* [Exercise brief]: Transcribe every entry word for word, but drop the pictures.

Dataset entries:
• • •

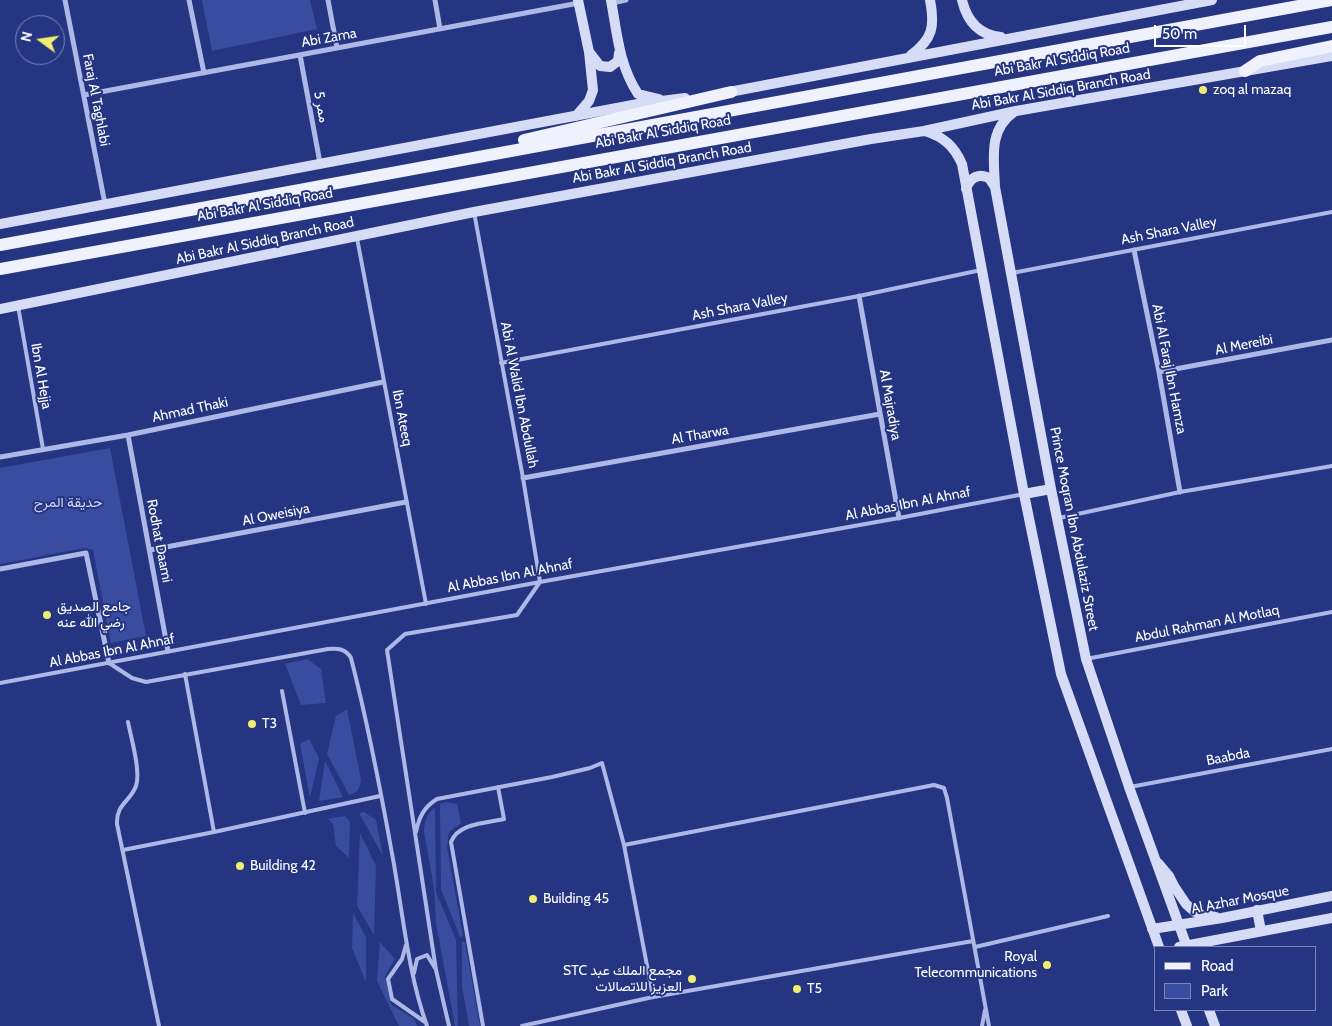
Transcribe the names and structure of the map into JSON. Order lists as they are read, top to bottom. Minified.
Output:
{"streets":{"main road":["Abi Bakr Al Siddiq Road"],"street":["Abi Zama","Abi Bakr Al Siddiq Branch Road","Faraj Al Taghlabi","ممر 5","Al Mereibi","Abi Al Faraj Ibn Hamza","Al Majradiya","Ahmad Thaki","Al Tharwa","Al Oweisiya","Prince Moqran Ibn Abdulaziz Street","Rodhat Daami","Al Azhar Mosque"],"lane":["Ash Shara Valley","Ibn Al Hejja","Abi Al Walid Ibn Abdullah","Ibn Ateeq","Al Abbas Ibn Al Ahnaf","Abdul Rahman Al Motlaq","Baabda"]},"crossings":[["Abi Zama","Faraj Al Taghlabi"],["Abi Zama","ممر 5"],["Abi Bakr Al Siddiq Branch Road","Ibn Al Hejja"],["Abi Bakr Al Siddiq Branch Road","Abi Al Walid Ibn Abdullah"],["Abi Bakr Al Siddiq Branch Road","Ibn Ateeq"],["Abi Bakr Al Siddiq Branch Road","Prince Moqran Ibn Abdulaziz Street"],["Ash Shara Valley","Abi Al Faraj Ibn Hamza"],["Ash Shara Valley","Abi Al Walid Ibn Abdullah"],["Ash Shara Valley","Al Majradiya"],["Ash Shara Valley","Prince Moqran Ibn Abdulaziz Street"],["Al Mereibi","Abi Al Faraj Ibn Hamza"],["Ibn Al Hejja","Ahmad Thaki"],["Abi Al Walid Ibn Abdullah","Al Tharwa"],["Abi Al Walid Ibn Abdullah","Al Abbas Ibn Al Ahnaf"],["Al Majradiya","Al Tharwa"],["Al Majradiya","Al Abbas Ibn Al Ahnaf"],["Ahmad Thaki","Ibn Ateeq"],["Ahmad Thaki","Rodhat Daami"],["Ibn Ateeq","Al Abbas Ibn Al Ahnaf"],["Ibn Ateeq","Al Oweisiya"],["Al Abbas Ibn Al Ahnaf","Rodhat Daami"],["Al Oweisiya","Rodhat Daami"],["Prince Moqran Ibn Abdulaziz Street","Abdul Rahman Al Motlaq"],["Prince Moqran Ibn Abdulaziz Street","Baabda"],["Prince Moqran Ibn Abdulaziz Street","Al Azhar Mosque"]],"parks":["حديقة المرح"],"places":["zoq al mazaq","جامع الصديق رضي الله عنه","T3","Building 42","Building 45","Royal Telecommunications","STC مجمع الملك عبد العزيز للاتصالات","T5"],"legend":["Road","Park"],"scale_bar":"50 m","north":"left"}
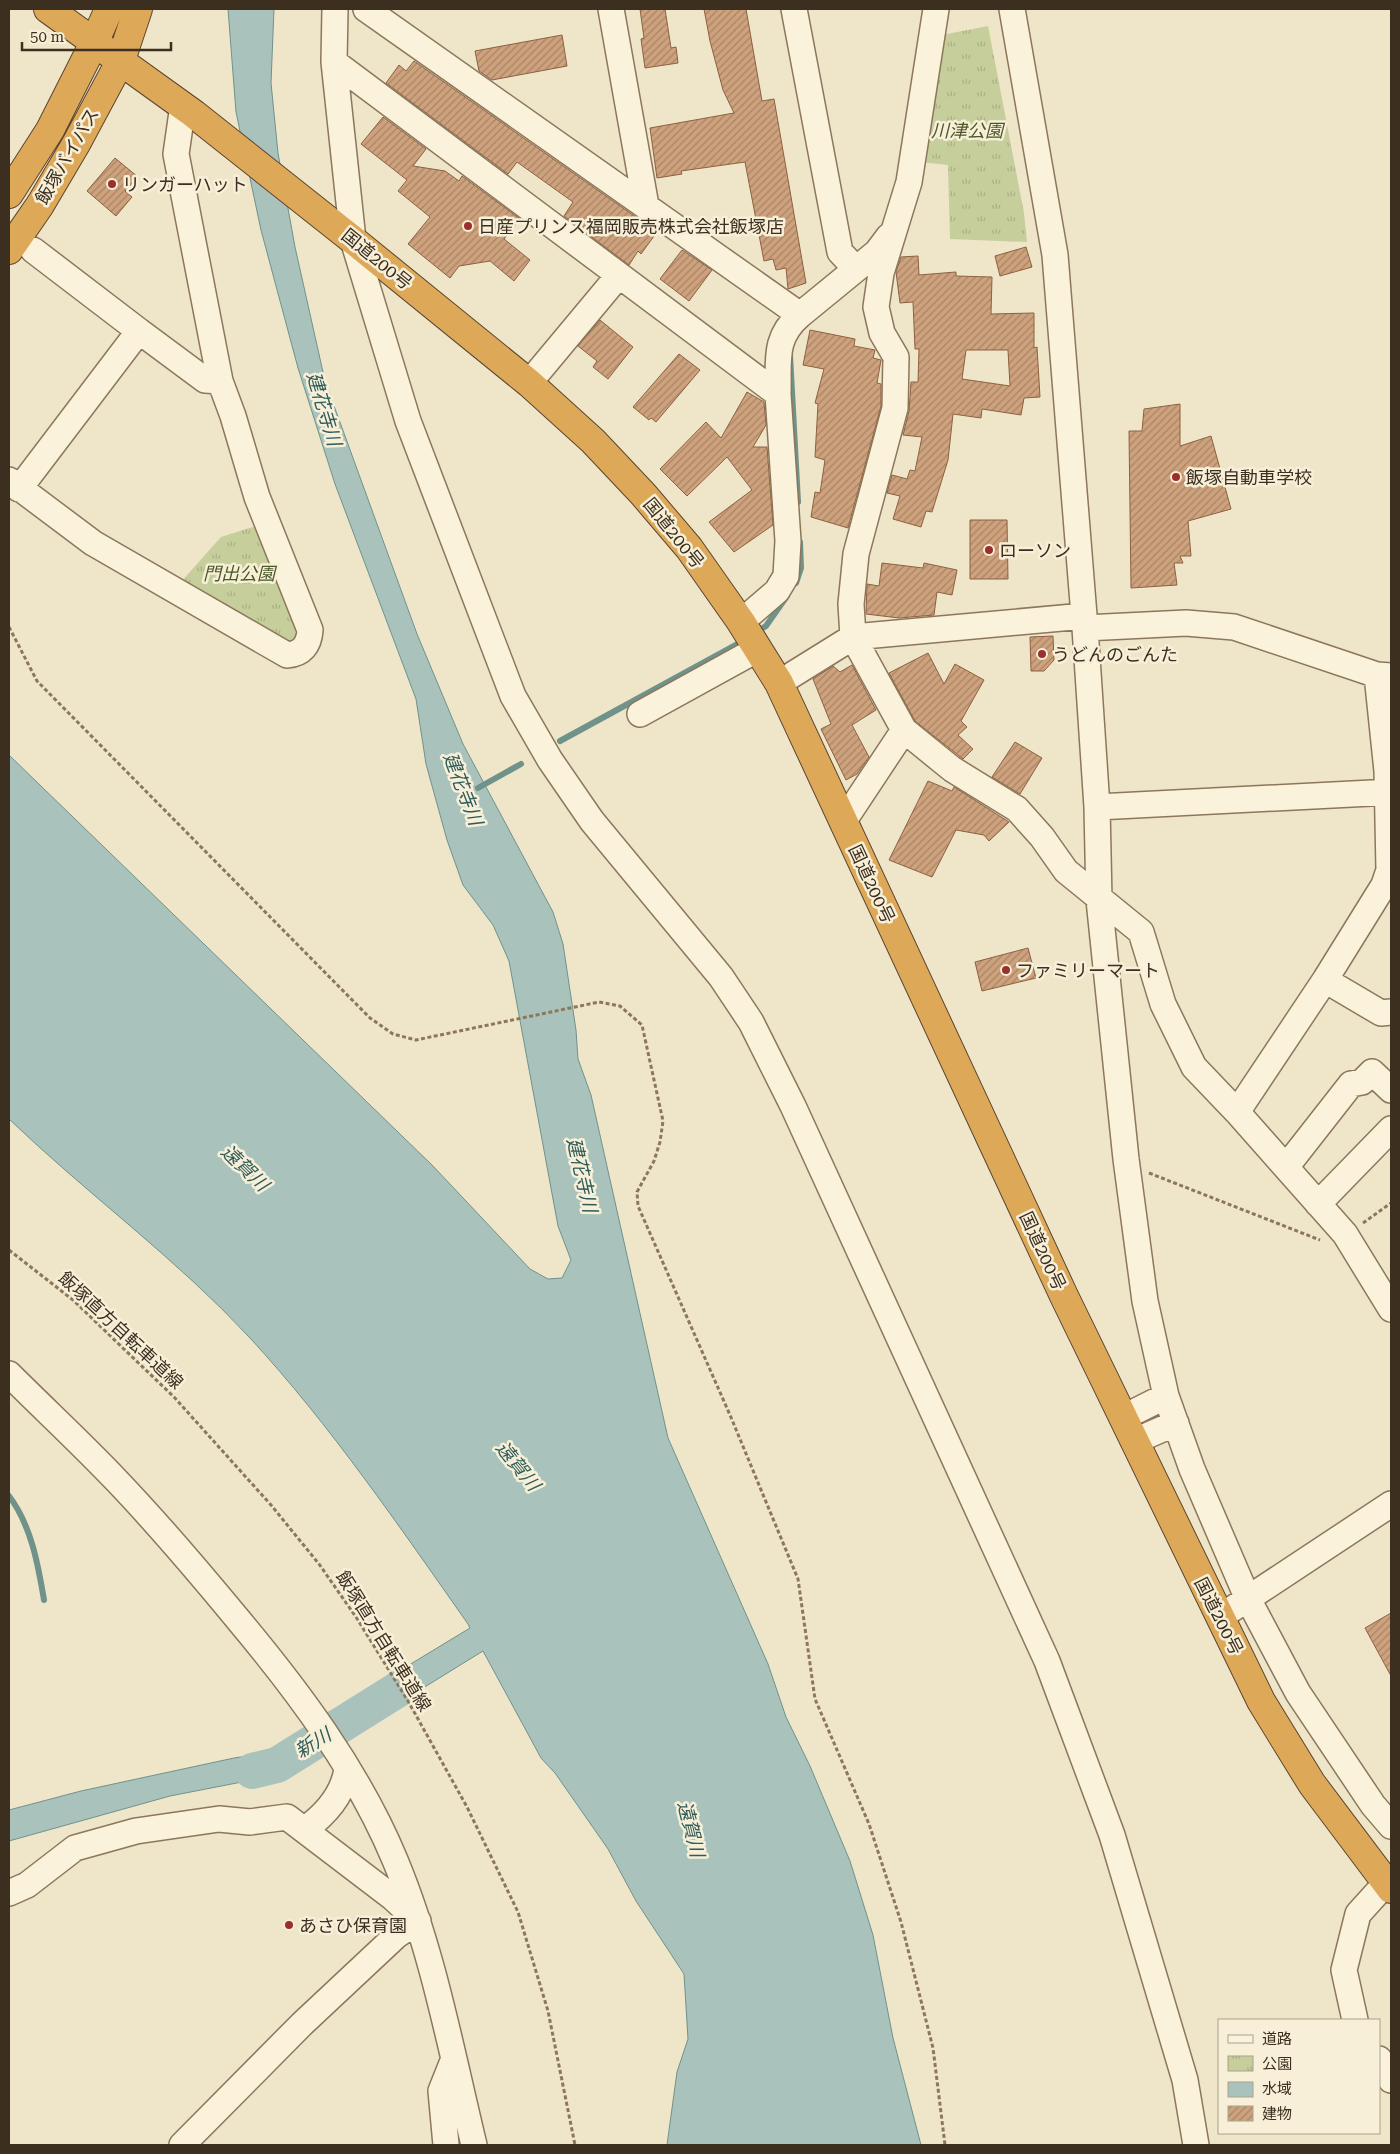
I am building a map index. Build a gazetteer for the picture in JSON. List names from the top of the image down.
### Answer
{
  "streets": {
    "highway": ["飯塚バイパス", "国道200号"],
    "path": ["飯塚直方自転車道線"]
  },
  "crossings": [
    ["飯塚バイパス", "国道200号"]
  ],
  "water": ["建花寺川", "遠賀川", "新川"],
  "parks": ["川津公園", "門出公園"],
  "places": [
    "リンガーハット",
    "日産プリンス福岡販売株式会社飯塚店",
    "飯塚自動車学校",
    "ローソン",
    "うどんのごんた",
    "ファミリーマート",
    "あさひ保育園"
  ],
  "legend": [
    "道路",
    "公園",
    "水域",
    "建物"
  ],
  "scale_bar": "50 m"
}
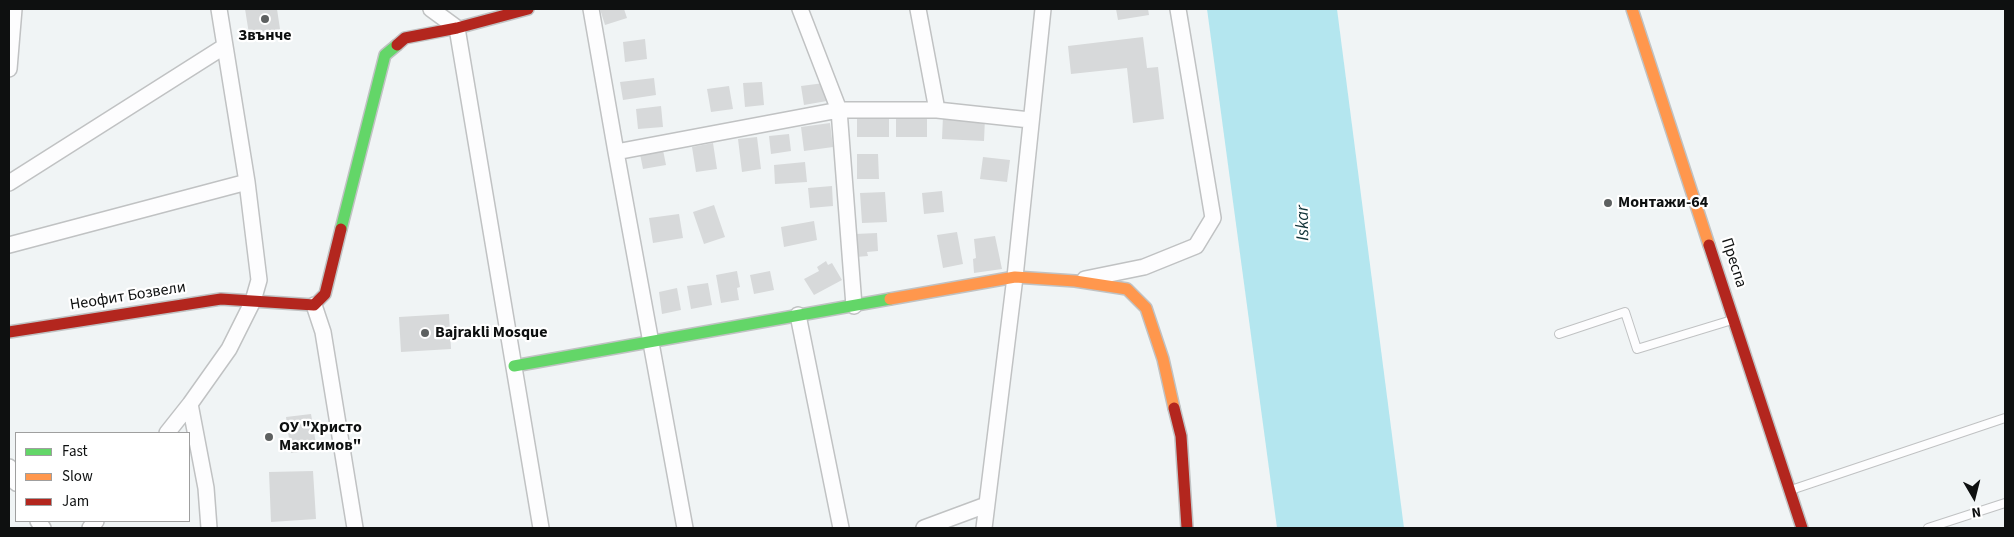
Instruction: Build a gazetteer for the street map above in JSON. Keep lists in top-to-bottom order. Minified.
{"streets":{"street":["Преспа","Неофит Бозвели"]},"water":["Iskar"],"places":["Звънче","Монтажи-64","Bajrakli Mosque","ОУ \"Христо Максимов\""],"legend":["Fast","Slow","Jam"],"north":"bottom"}
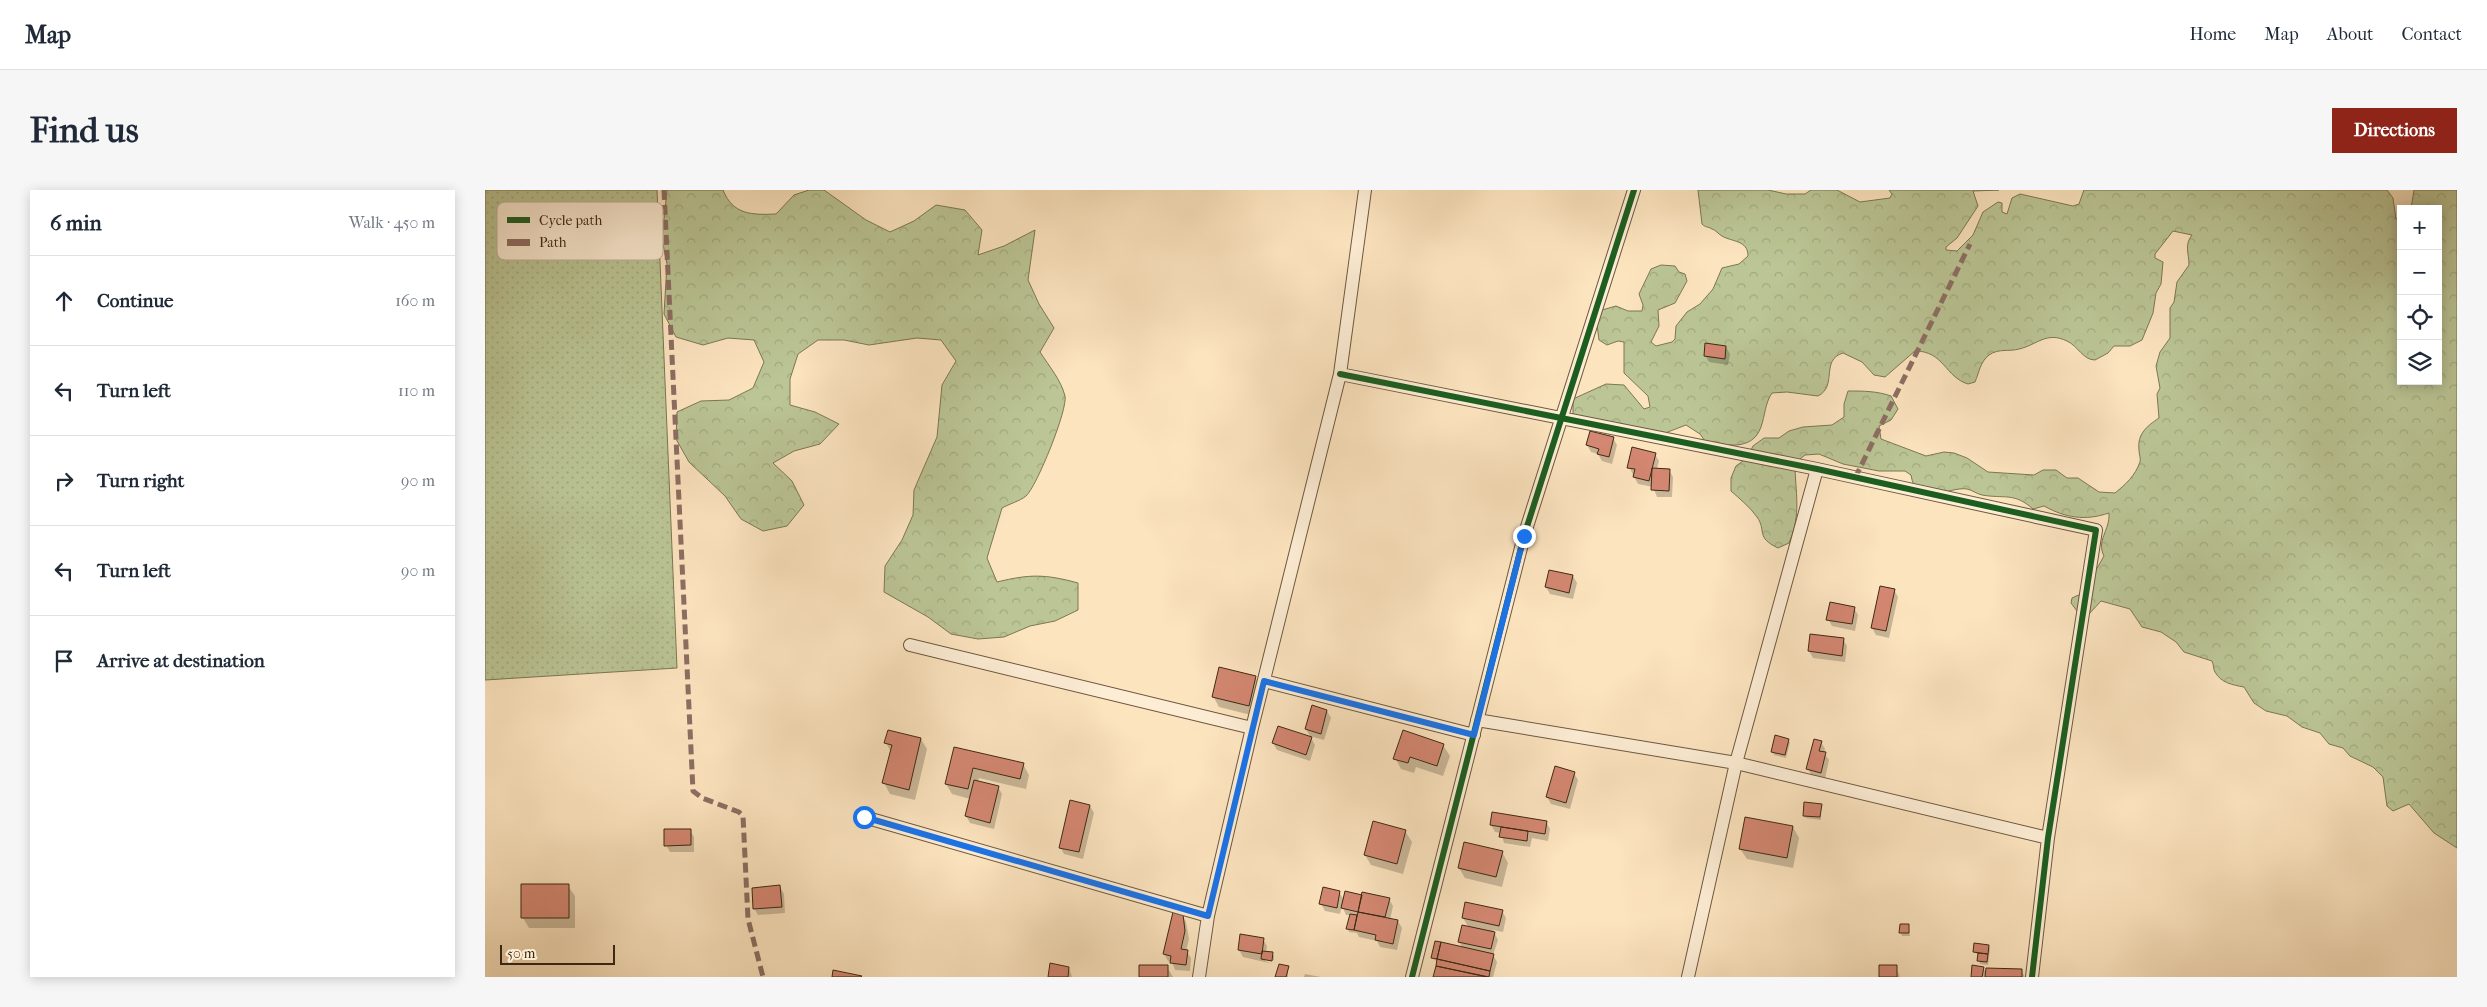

• • •

* [Exercise output]:
Transcribe the names and structure of the map into JSON. Order lists as they are read, top to bottom. Minified.
Output:
{"streets":{"main road":["Abi Bakr Al Siddiq Road"],"street":["Abi Zama","Abi Bakr Al Siddiq Branch Road","Faraj Al Taghlabi","ممر 5","Al Mereibi","Abi Al Faraj Ibn Hamza","Al Majradiya","Ahmad Thaki","Al Tharwa","Al Oweisiya","Prince Moqran Ibn Abdulaziz Street","Rodhat Daami","Al Azhar Mosque"],"lane":["Ash Shara Valley","Ibn Al Hejja","Abi Al Walid Ibn Abdullah","Ibn Ateeq","Al Abbas Ibn Al Ahnaf","Abdul Rahman Al Motlaq","Baabda"]},"crossings":[["Abi Zama","Faraj Al Taghlabi"],["Abi Zama","ممر 5"],["Abi Bakr Al Siddiq Branch Road","Ibn Al Hejja"],["Abi Bakr Al Siddiq Branch Road","Abi Al Walid Ibn Abdullah"],["Abi Bakr Al Siddiq Branch Road","Ibn Ateeq"],["Abi Bakr Al Siddiq Branch Road","Prince Moqran Ibn Abdulaziz Street"],["Ash Shara Valley","Abi Al Faraj Ibn Hamza"],["Ash Shara Valley","Abi Al Walid Ibn Abdullah"],["Ash Shara Valley","Al Majradiya"],["Ash Shara Valley","Prince Moqran Ibn Abdulaziz Street"],["Al Mereibi","Abi Al Faraj Ibn Hamza"],["Ibn Al Hejja","Ahmad Thaki"],["Abi Al Walid Ibn Abdullah","Al Tharwa"],["Abi Al Walid Ibn Abdullah","Al Abbas Ibn Al Ahnaf"],["Al Majradiya","Al Tharwa"],["Al Majradiya","Al Abbas Ibn Al Ahnaf"],["Ahmad Thaki","Ibn Ateeq"],["Ahmad Thaki","Rodhat Daami"],["Ibn Ateeq","Al Abbas Ibn Al Ahnaf"],["Ibn Ateeq","Al Oweisiya"],["Al Abbas Ibn Al Ahnaf","Rodhat Daami"],["Al Oweisiya","Rodhat Daami"],["Prince Moqran Ibn Abdulaziz Street","Abdul Rahman Al Motlaq"],["Prince Moqran Ibn Abdulaziz Street","Baabda"],["Prince Moqran Ibn Abdulaziz Street","Al Azhar Mosque"]],"parks":["حديقة المرح"],"places":["zoq al mazaq","جامع الصديق رضي الله عنه","T3","Building 42","Building 45","Royal Telecommunications","STC مجمع الملك عبد العزيز للاتصالات","T5"],"legend":["Road","Park"],"scale_bar":"50 m","north":"left"}
I am building a map index. Build a gazetteer for the picture in JSON. List names from the top of the image down.
### Answer
{
  "streets": {
    "highway": ["飯塚バイパス", "国道200号"],
    "path": ["飯塚直方自転車道線"]
  },
  "crossings": [
    ["飯塚バイパス", "国道200号"]
  ],
  "water": ["建花寺川", "遠賀川", "新川"],
  "parks": ["川津公園", "門出公園"],
  "places": [
    "リンガーハット",
    "日産プリンス福岡販売株式会社飯塚店",
    "飯塚自動車学校",
    "ローソン",
    "うどんのごんた",
    "ファミリーマート",
    "あさひ保育園"
  ],
  "legend": [
    "道路",
    "公園",
    "水域",
    "建物"
  ],
  "scale_bar": "50 m"
}
Instruction: Build a gazetteer for the street map above in JSON. Keep lists in top-to-bottom order. Minified.
{"streets":{"street":["Преспа","Неофит Бозвели"]},"water":["Iskar"],"places":["Звънче","Монтажи-64","Bajrakli Mosque","ОУ \"Христо Максимов\""],"legend":["Fast","Slow","Jam"],"north":"bottom"}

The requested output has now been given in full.